Cesan degradada margem de rio em que capta água para abastecer Grande Vitória

Empresa passou o trator na vegetação ciliar na região do Queimado, zona rural da Serra. Rio Santa Maria abastece Serra, Vitória, Cariacica e Fundão.

8 de setembro de 2022
atualizada em 8 de setembro de 2022
Vegetação da margem do rio foi destruída e solo exposto com uso de trator no local em que a empresa capta água para a Grande Vitória. Foto: Bruno Lyra 24/08/22
Vegetação da margem do rio foi destruída e solo exposto com uso de trator no local em que a empresa capta água para a Grande Vitória. Foto: Bruno Lyra 24/08/22

Principal fornecedor de água para a porção norte da Grande Vitória, o rio Santa Maria da Vitória teve suas margens degradadas perto da captação da Cesan no distrito do Queimado, zona rural da Serra. O flagrante da retirada de vegetação e exposição do solo em Área de Preservação Permanente (APP) do manancial foi feito no último dia 24 de agosto.

Num trecho ao longo de pelo menos 400 metros, logo abaixo da área da Cesan e paralelo ao rio, toda a vegetação foi arrancada com o uso de trator, deixando o solo exposto, sujeito à erosão e ao carreamento de sedimentos para o leito do Santa Maria. Apenas uma estreita faixa de árvores às margens do manancial foi mantida.

Sob o solo do local devastado, passa galeria subterrânea de concreto da Cesan que leva o líquido captado no rio para a Estação de Tratamento de Água (ETA) de Carapina e para o Complexo Industrial de Tubarão. Local que, exceto no assoalho do canal do concreto, já tinha vegetação em diferentes estágios de recuperação conforme mostram imagens recentes disponíveis no Google Earth.

De acordo com o artigo 4º da Lei Federal 12.651/12, o Código Florestal, a APP em todo o trecho deveria ser de 50 metros da margem do Santa Maria, uma vez que o rio tem leito com largura superior a 10 metros. Com as observações de campo, fotografias e imagens de satélite, a reportagem constatou que não foi respeitado o afastamento mínimo do rio. Veja o vídeo feito também no último dia 24.

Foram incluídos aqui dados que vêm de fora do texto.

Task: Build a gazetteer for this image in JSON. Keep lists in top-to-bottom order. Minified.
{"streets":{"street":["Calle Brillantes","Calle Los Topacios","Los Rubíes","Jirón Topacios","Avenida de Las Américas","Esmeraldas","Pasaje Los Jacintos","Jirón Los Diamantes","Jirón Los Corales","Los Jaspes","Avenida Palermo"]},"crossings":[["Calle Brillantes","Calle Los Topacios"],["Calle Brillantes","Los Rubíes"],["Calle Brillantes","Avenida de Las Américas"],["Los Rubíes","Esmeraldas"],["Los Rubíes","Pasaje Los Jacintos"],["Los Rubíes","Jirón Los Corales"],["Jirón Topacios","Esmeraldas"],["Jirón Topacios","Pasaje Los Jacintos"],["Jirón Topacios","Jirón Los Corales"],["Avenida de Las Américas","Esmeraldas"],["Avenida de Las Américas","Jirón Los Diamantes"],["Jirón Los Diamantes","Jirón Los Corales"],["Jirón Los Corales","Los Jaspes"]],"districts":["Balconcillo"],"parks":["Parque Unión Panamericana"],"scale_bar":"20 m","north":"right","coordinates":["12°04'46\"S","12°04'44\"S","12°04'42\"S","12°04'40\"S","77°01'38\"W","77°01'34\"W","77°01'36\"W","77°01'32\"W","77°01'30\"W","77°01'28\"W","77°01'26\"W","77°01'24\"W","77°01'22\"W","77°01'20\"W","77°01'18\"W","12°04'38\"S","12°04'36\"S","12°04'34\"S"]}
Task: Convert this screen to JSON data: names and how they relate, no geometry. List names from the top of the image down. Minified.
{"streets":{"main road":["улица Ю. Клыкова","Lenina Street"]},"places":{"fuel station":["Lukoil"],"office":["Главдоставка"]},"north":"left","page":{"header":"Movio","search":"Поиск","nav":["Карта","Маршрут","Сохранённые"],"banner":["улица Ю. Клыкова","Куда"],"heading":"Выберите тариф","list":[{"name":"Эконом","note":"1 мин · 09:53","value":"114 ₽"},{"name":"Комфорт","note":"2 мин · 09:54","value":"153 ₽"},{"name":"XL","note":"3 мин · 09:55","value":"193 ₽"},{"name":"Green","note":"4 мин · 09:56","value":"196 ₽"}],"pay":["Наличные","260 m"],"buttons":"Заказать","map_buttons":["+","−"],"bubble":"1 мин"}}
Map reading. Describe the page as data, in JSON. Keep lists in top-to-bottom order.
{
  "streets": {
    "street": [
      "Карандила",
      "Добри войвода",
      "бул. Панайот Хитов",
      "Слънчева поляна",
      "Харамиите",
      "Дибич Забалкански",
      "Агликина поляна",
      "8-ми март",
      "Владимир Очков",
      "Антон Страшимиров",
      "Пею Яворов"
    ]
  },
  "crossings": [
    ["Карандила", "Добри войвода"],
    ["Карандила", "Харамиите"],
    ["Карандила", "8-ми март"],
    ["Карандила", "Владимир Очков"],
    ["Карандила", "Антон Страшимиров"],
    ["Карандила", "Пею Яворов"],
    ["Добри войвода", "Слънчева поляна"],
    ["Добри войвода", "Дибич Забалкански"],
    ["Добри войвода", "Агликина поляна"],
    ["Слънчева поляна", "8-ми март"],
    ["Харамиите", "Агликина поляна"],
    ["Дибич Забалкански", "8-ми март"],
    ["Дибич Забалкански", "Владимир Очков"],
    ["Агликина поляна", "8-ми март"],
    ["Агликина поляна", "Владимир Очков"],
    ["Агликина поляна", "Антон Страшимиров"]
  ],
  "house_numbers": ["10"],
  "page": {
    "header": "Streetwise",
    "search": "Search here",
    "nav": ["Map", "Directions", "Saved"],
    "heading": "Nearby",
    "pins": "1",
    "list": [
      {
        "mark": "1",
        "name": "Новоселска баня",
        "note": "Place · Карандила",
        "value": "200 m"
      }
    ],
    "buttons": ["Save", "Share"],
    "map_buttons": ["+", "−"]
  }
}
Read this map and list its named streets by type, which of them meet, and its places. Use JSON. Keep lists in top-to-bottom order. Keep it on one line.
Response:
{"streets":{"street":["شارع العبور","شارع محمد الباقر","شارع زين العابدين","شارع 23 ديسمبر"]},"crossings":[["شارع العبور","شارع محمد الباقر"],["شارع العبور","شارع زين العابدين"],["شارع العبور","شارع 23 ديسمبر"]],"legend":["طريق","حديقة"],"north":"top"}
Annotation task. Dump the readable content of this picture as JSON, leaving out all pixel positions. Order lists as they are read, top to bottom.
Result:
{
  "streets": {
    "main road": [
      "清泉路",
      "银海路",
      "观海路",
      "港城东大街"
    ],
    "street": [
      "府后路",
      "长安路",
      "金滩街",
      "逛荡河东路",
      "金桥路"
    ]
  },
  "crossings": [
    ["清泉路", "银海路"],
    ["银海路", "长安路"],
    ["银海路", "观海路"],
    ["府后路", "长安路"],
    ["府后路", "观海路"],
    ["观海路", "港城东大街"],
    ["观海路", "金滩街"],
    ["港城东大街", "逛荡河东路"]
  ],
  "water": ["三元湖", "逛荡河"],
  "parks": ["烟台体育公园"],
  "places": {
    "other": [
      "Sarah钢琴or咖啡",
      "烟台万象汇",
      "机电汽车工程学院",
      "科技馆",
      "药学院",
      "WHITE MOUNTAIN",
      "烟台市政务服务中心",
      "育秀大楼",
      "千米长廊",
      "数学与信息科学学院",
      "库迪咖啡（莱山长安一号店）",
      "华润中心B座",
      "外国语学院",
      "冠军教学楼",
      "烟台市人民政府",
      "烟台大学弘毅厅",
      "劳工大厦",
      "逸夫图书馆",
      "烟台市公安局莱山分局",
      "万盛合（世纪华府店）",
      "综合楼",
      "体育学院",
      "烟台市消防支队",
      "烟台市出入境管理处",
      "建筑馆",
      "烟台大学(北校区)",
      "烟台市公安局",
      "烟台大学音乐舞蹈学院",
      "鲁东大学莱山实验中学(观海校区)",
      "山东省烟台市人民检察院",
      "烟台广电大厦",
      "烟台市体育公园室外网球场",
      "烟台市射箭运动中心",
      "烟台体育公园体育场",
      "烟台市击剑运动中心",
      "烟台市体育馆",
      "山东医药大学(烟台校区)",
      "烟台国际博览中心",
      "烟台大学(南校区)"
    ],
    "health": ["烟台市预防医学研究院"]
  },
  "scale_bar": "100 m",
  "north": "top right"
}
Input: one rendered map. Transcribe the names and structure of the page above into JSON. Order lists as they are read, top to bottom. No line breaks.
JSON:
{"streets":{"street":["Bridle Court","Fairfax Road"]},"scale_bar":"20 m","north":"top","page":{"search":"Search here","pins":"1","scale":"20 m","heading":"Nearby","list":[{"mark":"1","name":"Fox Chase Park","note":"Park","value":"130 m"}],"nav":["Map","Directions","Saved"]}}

Representante de fazenda aprova ação de concessionária

Vizinha ao local onde foi retirada a vegetação na APP do Santa Maria existe a Fazenda Larica, tradicional propriedade rural privada da Serra dedicada à pecuária. Segundo o representante da Fazenda, Fernando Larica, a retirada da vegetação foi feita pela Cesan para fins de manutenção/conservação da galeria.

Fernando disse ainda que as terras por onde passam a galeria foram desapropriadas pela empresa numa faixa de 50 metros de largura, com extensão de cerca de 4,2 quilômetros entre os tanques da captação no rio até às proximidades da BR 101 (Contorno de Vitória), onde o líquido é bombeado para a ETA de Carapina e para o Complexo de Tubarão (Vale e ArcelorMittal Tubarão).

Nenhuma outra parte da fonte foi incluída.